Ada Byron, Lady Lovelace, was one of the most picturesque characters
 in computer history. Augusta Ada Byron was born December 10, 1815 the
 daughter of the illustrious poet, Lord Byron. Five weeks after Ada was
 born Lady Byron asked for a separation from Lord Byron, and was
 awarded sole custody of Ada who she brought up to be a mathematician
 and scientist. Lady Byron was terrified that Ada might end up being a
 poet like her father. Despite Lady Byron's programming Ada did not
 sublimate her poetical inclinations. She hoped to be "an analyst and a
 metaphysician". In her 30's she wrote her mother, if you can't give me
 poetry, can't you give me "poetical science?" Her understanding of
mathematics was laced with imagination, and described in metaphors.

 At the age of 17 Ada was introduced to Mary Somerville, a remarkable
 woman who translated LaPlace's works into English, and whose texts
 were used at Cambridge. Though Mrs. Somerville encouraged Ada in her
 mathematical studies, she also attempted to put mathematics and
 technology into an appropriate human context. It was at a dinner party
 at Mrs. Somerville's that Ada heard in November, 1834, Babbage's ideas
 for a new calculating engine, the Analytical Engine.
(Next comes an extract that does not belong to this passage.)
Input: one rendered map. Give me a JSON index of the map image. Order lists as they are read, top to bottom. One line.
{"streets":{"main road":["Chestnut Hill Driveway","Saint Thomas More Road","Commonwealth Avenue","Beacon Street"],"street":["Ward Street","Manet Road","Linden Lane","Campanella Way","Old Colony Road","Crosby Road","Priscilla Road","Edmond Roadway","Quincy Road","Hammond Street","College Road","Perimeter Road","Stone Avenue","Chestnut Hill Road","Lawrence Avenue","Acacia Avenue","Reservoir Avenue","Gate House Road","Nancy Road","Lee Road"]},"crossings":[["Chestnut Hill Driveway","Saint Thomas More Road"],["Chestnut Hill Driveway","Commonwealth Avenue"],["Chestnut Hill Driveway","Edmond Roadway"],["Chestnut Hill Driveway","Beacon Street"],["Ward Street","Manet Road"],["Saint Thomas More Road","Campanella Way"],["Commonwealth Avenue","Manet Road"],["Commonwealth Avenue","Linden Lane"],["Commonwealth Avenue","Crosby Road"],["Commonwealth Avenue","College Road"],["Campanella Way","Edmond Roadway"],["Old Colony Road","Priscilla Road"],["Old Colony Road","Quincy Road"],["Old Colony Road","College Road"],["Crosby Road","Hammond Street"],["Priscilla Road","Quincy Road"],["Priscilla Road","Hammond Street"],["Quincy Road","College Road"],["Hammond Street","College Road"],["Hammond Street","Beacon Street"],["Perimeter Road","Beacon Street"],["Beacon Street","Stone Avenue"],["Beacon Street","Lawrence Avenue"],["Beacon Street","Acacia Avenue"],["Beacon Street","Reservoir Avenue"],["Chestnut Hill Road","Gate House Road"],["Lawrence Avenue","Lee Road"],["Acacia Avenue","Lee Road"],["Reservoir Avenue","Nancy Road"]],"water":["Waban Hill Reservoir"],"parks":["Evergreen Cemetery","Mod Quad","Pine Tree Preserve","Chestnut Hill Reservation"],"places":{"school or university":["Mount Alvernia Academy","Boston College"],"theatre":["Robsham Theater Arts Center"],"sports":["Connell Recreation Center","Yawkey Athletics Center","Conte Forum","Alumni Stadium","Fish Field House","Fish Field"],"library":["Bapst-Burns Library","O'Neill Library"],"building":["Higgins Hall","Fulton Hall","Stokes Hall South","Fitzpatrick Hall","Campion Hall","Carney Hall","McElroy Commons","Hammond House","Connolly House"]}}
He conjectured:
 what if a calculating engine could not only foresee but could act on
 that foresight. Ada was touched by the "universality of his ideas".
 Hardly anyone else was.

  Babbage worked on plans for this new engine and reported on the
  developments at a seminar in Turin, Italy in the autumn of 1841. An
  Italian, Menabrea, wrote a summary of what Babbage described and
  published an article in French about the development. Ada, in 1843,
  married to the Earl of Lovelace and the mother of three children under
  the age of eight, translated Menabrea's article. When she showed
  Babbage her translation he suggested that she add her own notes, which
turned out to be three times the length of the original article.
  Letters between Babbage and Ada flew back and forth filled with fact
  and fantasy. In her article, published in 1843, Lady Lovelace's
  prescient comments included her predictions that such a machine might
  be used to compose complex music, to produce graphics, and would be
  used for both practical and scientific use. She was correct.
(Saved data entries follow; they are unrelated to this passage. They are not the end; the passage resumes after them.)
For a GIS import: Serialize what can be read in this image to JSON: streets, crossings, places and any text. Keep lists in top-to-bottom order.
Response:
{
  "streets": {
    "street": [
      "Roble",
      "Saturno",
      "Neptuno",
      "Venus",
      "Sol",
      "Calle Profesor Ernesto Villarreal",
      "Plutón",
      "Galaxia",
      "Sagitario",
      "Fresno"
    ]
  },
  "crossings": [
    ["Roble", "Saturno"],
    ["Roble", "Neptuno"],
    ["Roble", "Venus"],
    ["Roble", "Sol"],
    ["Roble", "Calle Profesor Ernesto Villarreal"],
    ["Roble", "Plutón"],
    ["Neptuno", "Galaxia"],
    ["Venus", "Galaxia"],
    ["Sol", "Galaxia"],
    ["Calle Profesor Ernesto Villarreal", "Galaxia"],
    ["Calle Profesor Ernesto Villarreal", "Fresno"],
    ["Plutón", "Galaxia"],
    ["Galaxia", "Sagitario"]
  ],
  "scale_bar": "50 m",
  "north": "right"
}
 When inspired Ada could be very focused and a mathematical taskmaster.
 Ada suggested to Babbage writing a plan for how the engine might
 calculate Bernoulli numbers. This plan, is now regarded as the first
 "computer program." A software language developed by the U.S.
 Department of Defense was named "Ada" in her honor in 1979.
After she wrote the description of Babbage's Analytical Engine her
life was plagued with illnesses, and her social life, in addition to
Charles Babbage, included Sir David Brewster (the originator of the
kaleidoscope), Charles Wheatstone, Charles Dickens and Michael
Faraday. Her interests ranged from music to horses to calculating
machines. She has been used as a character in Gibson and Sterling's
the Difference Engine, shown writing letters to Babbage in the series
                        Ada Byron, Lady Lovelace (p4 of 6)
" The Machine that Changed the World" and I have gathered her letters
and writings in "Ada, The Enchantress of Numbers: A Selection from the
Letters of Lord Byron's Daughter and Her Description of the First
Computer Though her life was short (like her father, she died at 36),
Ada anticipated by more than a century most of what we think is
brand-new computing.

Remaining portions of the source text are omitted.